The drummers were recently rehearsing a new ”story” told through their drums and dancing about a local village girl, Ndabaga.
Traditionally only men were allowed to work in the employ of the local king and when they retired or died their sons replaced them. Ndabaga’s father had no sons, but Ndabaga disguised herself as a boy and went to work for the king in place of her father. After several precarious adventures and the threat of death she was eventually accepted as an “honorary man” at court.
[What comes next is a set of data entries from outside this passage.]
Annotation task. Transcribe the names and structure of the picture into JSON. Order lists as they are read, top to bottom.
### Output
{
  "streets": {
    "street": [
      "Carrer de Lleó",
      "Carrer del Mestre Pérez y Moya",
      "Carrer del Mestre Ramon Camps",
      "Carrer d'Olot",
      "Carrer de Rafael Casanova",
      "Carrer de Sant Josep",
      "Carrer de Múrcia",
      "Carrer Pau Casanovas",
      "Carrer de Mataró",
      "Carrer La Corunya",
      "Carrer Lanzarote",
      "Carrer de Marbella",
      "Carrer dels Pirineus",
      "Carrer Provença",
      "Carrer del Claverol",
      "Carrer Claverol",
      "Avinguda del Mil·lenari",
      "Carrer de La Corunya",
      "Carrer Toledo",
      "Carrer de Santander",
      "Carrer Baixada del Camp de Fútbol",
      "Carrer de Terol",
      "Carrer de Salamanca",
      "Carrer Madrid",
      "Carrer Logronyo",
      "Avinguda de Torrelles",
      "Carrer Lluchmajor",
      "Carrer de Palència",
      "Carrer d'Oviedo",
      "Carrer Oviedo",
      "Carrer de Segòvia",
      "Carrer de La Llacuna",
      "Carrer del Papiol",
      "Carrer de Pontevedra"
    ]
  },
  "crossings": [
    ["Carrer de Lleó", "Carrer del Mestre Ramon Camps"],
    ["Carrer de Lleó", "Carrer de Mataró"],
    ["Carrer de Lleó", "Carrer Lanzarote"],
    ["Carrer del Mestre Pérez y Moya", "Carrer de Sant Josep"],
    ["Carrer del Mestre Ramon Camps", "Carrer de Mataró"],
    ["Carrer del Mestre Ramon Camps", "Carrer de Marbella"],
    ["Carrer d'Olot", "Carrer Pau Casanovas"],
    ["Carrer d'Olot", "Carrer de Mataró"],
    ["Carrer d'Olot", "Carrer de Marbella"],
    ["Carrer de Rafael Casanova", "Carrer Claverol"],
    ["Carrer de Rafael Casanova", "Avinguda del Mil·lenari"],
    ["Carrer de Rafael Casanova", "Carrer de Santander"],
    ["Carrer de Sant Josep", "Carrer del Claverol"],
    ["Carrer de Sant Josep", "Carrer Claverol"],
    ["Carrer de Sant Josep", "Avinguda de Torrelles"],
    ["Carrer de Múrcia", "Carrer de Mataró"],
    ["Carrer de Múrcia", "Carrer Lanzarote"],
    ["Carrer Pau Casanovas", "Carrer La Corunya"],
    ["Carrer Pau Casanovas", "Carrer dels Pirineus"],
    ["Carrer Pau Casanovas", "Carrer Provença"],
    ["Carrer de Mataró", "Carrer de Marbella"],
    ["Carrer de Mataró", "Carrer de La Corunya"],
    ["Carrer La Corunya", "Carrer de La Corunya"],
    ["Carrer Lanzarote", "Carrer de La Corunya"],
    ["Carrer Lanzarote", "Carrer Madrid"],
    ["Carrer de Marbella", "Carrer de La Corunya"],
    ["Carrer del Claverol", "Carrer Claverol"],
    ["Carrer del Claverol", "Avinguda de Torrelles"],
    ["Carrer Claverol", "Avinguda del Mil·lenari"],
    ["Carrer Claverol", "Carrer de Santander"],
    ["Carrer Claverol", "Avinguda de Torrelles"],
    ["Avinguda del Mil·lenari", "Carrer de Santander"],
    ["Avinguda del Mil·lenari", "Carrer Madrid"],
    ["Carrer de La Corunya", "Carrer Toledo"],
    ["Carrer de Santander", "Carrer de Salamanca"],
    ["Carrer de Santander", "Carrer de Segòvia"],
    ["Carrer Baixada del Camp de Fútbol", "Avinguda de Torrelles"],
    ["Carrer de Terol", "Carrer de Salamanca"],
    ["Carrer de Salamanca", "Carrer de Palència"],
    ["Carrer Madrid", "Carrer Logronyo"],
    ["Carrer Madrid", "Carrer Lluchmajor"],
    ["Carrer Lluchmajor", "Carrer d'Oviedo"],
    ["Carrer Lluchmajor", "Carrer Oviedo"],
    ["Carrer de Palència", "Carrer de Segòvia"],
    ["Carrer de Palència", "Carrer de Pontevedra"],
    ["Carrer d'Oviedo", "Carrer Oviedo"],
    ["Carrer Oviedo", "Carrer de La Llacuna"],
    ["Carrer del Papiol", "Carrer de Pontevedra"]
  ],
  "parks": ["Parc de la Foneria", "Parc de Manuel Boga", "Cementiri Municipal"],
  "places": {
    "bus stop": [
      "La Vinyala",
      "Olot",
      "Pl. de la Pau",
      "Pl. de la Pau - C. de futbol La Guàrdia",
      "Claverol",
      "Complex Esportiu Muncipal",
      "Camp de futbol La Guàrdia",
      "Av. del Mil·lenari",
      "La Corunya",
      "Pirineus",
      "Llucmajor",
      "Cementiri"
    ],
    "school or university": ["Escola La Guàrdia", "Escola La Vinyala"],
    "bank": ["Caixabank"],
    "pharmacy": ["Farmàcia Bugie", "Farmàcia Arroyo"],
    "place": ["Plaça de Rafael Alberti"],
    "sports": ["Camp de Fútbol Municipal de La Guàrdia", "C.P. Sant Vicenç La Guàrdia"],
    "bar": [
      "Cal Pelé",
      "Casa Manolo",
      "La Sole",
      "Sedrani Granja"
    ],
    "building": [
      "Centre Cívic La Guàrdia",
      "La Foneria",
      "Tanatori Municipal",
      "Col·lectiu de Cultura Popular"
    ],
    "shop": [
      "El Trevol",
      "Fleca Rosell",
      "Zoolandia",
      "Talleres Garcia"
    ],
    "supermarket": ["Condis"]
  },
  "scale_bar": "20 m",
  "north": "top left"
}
Marthe Nyiranzseyimana was one of six original founders of the group. “We decided to do this because women were traditionally never allowed to do anything important. We wanted to change the ideas of the man and show we could do something special. How can we have unity and reconciliation in Rwanda unless we change the mood of the country.”
Which is where ice cream comes in.
“After the genocide we wanted something wonderful to make people forget those tragic events,” said Kiki Katese, a former university lecturer. “Ice cream was perfect.”
She and fellow members of a local women’s cooperative called Ingoma Nishya named their enterprise Inzozi Nziza, or “sweet dreams.”
JICA provided training and other support and worked closely with the national Private Sector Federation (PSF) in an ongoing effort to expand the role of the private sector in development work.
Now a local restaurant sells sandwiches and omelettes, but its star attraction, particularly for the 10,000 students attending the nearby university, is the ice cream — the only ice cream in the country made from all local diary products, honey, eggs and fruit.
The café also employs local women and holds courses in English and training programs in marketing and customer care — another example of trying to marry different schemes.
An unusual all women’s drumming and dancing band at practice. It has already toured in Africa, Europe and North America.
Malnutrition Has Disappeared
After majoring in literature at Japan’s Waseda University, 27-year-old Yukina Shinohara became head of marketing at a Tokyo company. She was interested in working overseas in community development and learned Spanish in the hope of going to Latin America.
When she eventually joined the volunteers (JOCV) she was sent to a country she had never heard of. When she subsequently read about its history she was horrified by its violent past.
Today Yukina Shinohara lives alone and “walks everywhere at anytime” in a small Rwandan village where she is helping two predominantly women’s cooperatives (there are a few male members) to grow vegetables.
On a recent day Shinohara was helping the women to turn the rich soil of their plot near a spring. They are growing cabbages, carrots, peppers, sugar beet and onions.
Life is harsh in this area and originally the vegetables were mainly consumed by the women themselves, but now they have begun marketing them in surrounding communities.
Their plot is small and the results may appear modest, but according to one cooperative leader, Veneranda Uzamukunda, the individual impact has already been enormous.
She has five children, three girls and two boys, and said that until recently “there was malnutrition in many families. The malnutrition has now gone.”
She and the other cooperative members can also pay for better medical insurance for their families.
“Life is hard,” she said, “but it is getting better.”
Volunteer Yukina Shinohara helps local women grow vegetables and banish malnutrition.